São Paulo (AUN - USP) - A arte não deve se dissociar da política e os artistas devem se reconhecer essencialmente como trabalhadores. Esta ideia, exposta por Luciano Carvalho, do coletivo teatral Dolores Boca Aberta Mecatrônica das Artes, foi central no seminário Cultura e Educação Popular, realizado pelo Centro de Estudo, Pesquisa e Ação em Educação Popular (Cepaep) da Faculdade de Educação. Com o objetivo de aprofundar o debate sobre o assunto e pensar em suas possibilidades de atuação, os palestrantes discutiram a respeito do papel da arte na sociedade capitalista, acreditando em sua necessidade de articulação com outras iniciativas de educação popular para que esse tipo de sociedade seja transformada ou abolida.
Para Luciano, o reconhecimento dos artistas como trabalhadores já é uma primeira forma de libertação do capital. O coletivo Dolores, por exemplo, trabalha em forma de mutirão por este motivo. Segundo ele, isso constrói métodos de criação em que todos os participantes têm consciência de sua colaboração, rompendo com a divisão intelectual e com a hierarquização do trabalho.
Reforçando este pensamento, a professora Iná Camargo Costa, da FFLCH-USP, afirma que a arte não funciona por ordens, da onde quer que elas venham. Deste modo, a ela torna-se inimiga de uma sociedade capitalista, visto que esta priva a liberdade necessária à sua total realização. E é por isso mesmo que a arte não pode fugir ou se isolar de crises e movimentos políticos. Célio Romoaldo, do setor de cultura do MST, ainda acrescenta a este pensamento o fato de que a arte deve reconhecer seu inimigo, tomando por base o conceito da luta de classes. Segundo ele, quando uma classe não identifica seu oponente, ela tem dificuldades de identificar a si mesma, o que para ele pode ser uma explicação para o estado de apaziguamento social identificado por ele no Brasil atual.

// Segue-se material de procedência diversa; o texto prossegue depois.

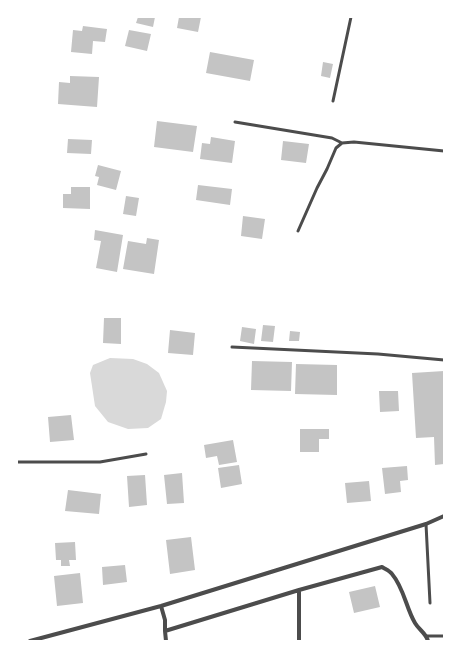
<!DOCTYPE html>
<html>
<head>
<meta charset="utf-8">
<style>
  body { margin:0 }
  #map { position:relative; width:461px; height:658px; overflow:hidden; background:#fff; font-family:Arial,sans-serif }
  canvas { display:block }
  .frame { position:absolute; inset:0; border:18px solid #fff; pointer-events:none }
</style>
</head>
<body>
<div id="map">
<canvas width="461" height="658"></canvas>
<div class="frame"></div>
</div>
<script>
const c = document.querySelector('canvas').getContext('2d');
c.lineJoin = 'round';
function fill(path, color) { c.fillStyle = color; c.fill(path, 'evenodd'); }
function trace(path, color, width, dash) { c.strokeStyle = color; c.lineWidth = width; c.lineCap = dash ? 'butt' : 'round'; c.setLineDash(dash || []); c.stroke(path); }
fill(new Path2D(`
  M110,358L133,359L147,364L159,373L167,391L166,402L161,419L148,428L128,429L108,422L95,406L90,373L93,365Z`), '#d9d9d9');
fill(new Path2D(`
  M138,17H155L153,27L136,23Z
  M179,17H201L198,32L177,28Z
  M83,26L107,29L105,42L93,41L92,54L71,52L73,30L82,31Z
  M129,30L151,34L147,51L125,46Z
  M210,52L254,60L250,81L206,73Z
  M323,62L333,64L330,78L321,76Z
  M70,76L99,77L97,107L58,104L59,82L70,83Z
  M157,121L197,126L193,152L154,147Z
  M211,137L235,141L232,163L200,159L202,143L210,144Z
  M68,139L92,140L91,154L67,153Z
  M283,141L309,144L306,163L281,160Z
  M98,165L121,171L116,190L97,185L99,177L95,176Z
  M198,185L232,189L230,205L196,200Z
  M71,187H90V209L63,208V194H71Z
  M126,196L139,198L136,216L123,214Z
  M243,216L265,219L262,239L241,236Z
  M95,230L123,235L117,272L96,268L101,241L94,240Z
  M147,238L159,240L154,274L123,269L128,241L146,244Z
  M104,318H121V344L103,343Z
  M263,325L275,326L273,342L261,341Z
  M242,327L256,329L254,344L240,341Z
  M170,330L195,333L193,355L168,353Z
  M290,331L300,332L299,341H289Z
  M252,361L292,362L291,391L251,390Z
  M296,364L337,365V395L295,394Z
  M444,371V464L435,465L434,437L416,438L412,373Z
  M379,391H398L399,411L380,412Z
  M71,415L74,440L50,442L48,417Z
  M300,429H329V439H319V452H300Z
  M233,440L237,462L219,465L217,456L206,458L204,445Z
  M239,465L242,484L221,488L218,468Z
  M407,466L408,480L400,481L401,492L385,494L382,468Z
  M182,473L184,503L167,504L164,475Z
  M145,475L147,505L129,507L127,476Z
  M369,481L371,501L347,503L345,483Z
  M68,490L101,494L99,514L65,511Z
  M191,537L195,570L170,574L166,540Z
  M75,542L76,560H69L70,566H61V560H56L55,543Z
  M125,565L127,582L103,585L102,567Z
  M80,573L83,603L57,606L54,576Z
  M375,586L380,607L354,613L349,592Z`), '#c4c4c4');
trace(new Path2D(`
  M333,101L351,17
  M235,122L332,138L342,143
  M298,231L317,188L327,169L336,148L342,143L354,142L444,151
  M232,347L378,354L444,360
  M17,462H100L146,454
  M426,524L430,603
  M427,636H444`), '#4c4c4c', 3);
trace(new Path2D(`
  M161,606L165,620V631L299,590L382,567C385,569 390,571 392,574C404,588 406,608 415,623C419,630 426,633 428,641
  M165,631L166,641
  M30,641L161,606L426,524L444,516
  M299,641V590`), '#4c4c4c', 4);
</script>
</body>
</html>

Se a divisão entre cultura e política é falsa, ela somente favorece àqueles que temem a arte. Ou seja, o capital. Para tentar reverter esta situação é que o coletivo Dolores Boca Aberta pensa ser necessário plantar um conflito na arte, para que seus trabalhadores se politizem e passem assim a questionar a ordem vigente das coisas. Luciano Carvalho assume que esta não é uma tarefa fácil e que não espera mudar o mundo todo com ela, “até porque vivemos sob uma lógica que nos foi imposta e que ocupa toda a estrutura social, mas é necessário começar a ação de algum ponto”. Por isso, o coletivo liga arte, política e educação popular, já que o próprio participante constitui uma consciência que o forma. Segundo ele, o trabalho alienado prova as pessoas de uma relação orgânica com o mundo. Assim, eles consideram redefinir alguns segmentos das artes, para que ela seja de fato universal e não especializada.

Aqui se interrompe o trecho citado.